Inequalities also come in forms of longer mathematical expressions, similar to equations. Depending on the number of steps you have to perform in order to solve them, they can also be divided into one-step inequalities, two-step inequalities or multi-step inequalities.

Inequalities can be in five different ways and each of them represents different relations between the objects that are being compared (levitra online). We are going to explain them to you in this table using both mathematical symbols and text.

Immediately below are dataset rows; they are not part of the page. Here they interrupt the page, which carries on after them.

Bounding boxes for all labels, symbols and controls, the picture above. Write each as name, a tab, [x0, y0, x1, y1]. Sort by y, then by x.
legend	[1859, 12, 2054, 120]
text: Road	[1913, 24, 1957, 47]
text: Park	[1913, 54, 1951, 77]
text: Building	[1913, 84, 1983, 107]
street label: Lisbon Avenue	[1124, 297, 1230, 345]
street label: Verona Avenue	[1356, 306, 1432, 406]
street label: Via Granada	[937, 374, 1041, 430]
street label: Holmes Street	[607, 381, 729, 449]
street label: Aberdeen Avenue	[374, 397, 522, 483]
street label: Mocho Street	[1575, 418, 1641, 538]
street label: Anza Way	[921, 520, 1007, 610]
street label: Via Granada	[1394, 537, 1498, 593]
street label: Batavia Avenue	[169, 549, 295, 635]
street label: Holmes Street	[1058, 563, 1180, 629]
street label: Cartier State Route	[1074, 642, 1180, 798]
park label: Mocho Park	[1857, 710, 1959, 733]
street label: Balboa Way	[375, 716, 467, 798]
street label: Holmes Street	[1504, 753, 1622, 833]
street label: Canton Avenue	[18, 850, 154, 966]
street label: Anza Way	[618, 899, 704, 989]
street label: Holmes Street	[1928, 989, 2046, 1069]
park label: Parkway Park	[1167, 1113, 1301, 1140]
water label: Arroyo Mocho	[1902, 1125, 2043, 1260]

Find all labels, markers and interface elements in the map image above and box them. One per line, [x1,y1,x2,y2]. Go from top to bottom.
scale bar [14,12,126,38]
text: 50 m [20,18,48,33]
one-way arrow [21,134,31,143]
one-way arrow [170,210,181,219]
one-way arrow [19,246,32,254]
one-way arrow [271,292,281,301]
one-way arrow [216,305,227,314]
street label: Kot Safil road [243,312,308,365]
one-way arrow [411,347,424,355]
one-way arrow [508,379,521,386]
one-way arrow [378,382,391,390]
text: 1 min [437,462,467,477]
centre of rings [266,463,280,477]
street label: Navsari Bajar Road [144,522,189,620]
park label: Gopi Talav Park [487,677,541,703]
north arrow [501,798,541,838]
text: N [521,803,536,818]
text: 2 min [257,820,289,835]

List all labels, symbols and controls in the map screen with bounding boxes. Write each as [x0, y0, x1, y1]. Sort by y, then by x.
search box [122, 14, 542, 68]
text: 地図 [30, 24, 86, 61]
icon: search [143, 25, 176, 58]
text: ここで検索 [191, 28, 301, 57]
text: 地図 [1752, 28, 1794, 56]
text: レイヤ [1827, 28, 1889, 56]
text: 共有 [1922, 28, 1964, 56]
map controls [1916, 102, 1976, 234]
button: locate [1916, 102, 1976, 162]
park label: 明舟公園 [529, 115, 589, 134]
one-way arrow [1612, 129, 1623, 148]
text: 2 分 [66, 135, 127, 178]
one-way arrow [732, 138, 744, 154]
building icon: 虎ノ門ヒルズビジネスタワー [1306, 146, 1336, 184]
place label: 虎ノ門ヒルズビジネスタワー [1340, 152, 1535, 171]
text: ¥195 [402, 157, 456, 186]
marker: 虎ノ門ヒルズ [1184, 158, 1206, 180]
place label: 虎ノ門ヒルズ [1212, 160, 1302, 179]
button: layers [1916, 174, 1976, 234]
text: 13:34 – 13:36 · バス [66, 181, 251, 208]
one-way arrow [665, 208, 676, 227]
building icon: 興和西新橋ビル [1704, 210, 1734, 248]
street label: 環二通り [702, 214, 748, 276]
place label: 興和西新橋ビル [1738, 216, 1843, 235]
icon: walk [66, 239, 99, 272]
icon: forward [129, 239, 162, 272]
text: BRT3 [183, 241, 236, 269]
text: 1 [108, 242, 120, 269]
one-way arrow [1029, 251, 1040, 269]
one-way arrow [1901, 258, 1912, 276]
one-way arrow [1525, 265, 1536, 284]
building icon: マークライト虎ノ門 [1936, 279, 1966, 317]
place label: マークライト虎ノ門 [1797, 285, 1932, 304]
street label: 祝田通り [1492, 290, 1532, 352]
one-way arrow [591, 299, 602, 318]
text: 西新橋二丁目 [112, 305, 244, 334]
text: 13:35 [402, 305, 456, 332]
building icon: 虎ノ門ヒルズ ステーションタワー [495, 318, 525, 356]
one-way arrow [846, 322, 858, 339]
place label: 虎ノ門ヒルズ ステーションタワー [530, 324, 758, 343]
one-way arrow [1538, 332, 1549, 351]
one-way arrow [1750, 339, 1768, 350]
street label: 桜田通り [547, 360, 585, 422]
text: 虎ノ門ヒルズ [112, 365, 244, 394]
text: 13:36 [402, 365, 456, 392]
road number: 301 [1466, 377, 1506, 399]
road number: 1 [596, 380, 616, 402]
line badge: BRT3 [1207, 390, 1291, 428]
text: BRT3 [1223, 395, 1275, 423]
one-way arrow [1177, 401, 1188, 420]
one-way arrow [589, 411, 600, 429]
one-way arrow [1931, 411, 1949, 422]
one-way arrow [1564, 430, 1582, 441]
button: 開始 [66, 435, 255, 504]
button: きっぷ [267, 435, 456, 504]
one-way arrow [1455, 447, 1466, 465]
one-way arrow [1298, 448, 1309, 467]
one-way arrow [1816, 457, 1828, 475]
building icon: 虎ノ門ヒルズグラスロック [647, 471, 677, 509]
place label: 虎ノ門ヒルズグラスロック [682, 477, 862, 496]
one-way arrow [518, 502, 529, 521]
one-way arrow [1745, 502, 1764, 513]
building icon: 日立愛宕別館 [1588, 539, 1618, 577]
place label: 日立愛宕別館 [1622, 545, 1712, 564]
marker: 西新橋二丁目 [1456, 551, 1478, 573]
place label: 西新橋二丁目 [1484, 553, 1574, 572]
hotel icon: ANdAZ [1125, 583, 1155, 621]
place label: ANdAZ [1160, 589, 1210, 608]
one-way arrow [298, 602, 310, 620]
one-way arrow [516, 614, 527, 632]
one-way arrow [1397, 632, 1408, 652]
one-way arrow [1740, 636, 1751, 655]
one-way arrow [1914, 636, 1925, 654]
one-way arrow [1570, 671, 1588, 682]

 Symbols Meaning a < b The value of a is less than the value of b a > b The value of a is greater than the value of b a ≠ b The value of a is not equal to the value of b a ≤ b The value of a is less than or equal to the value of b a ≥ b The value of a is greater than or equal to the value of b

The expression for the value of a being not equal to the value of b can also be expressed with the symbol “<>” instead of the symbol “≠”, but they mean the same. In this case, a can be any number on the number line except b. ## Properties of inequalities

Inequalities have five basic properties: transitivity, addition and subtraction, multiplication and division, additive inverse and finally, multiplicative inverse.

The property of transitivity  states that for a, b, and c being any real numbers:

 If a < b and b > c then a > c If a > b and b < c then a < c If a ≤ b and b = c then a > c If a ≥ b and b = c then a < c

The rules that deal with the properties of addition and subtraction within inequalities say that for a, b and c being any real numbers:

 If a < b then a + c < b + c and a – c < b – c If a > b then a + c > b + c and a – c > b – c

The rules that deal with the properties of multiplication and division within inequalities state that for a, b and c being any real numbers:

 If c positive and a < b then ac < bc and a/c < b/c If c negative and a < b then ac > bc and a/c > b/c

The property of the additive inverse says that for a and b being any real numbers:

 If a < b then – a > – b If a > b then – a < – b

The property of the multiplicative inverse states has two parts. If a and b are both positive or both negative real numbers, then:

 If a < b then 1/a > 1/b If a > b then 1/a < 1/b

If either a or b is negative, then:

 If a < b then 1/a < 1/b If a > b then 1/a > 1/b

If you wish to practice with inequalities, check the free worksheets below.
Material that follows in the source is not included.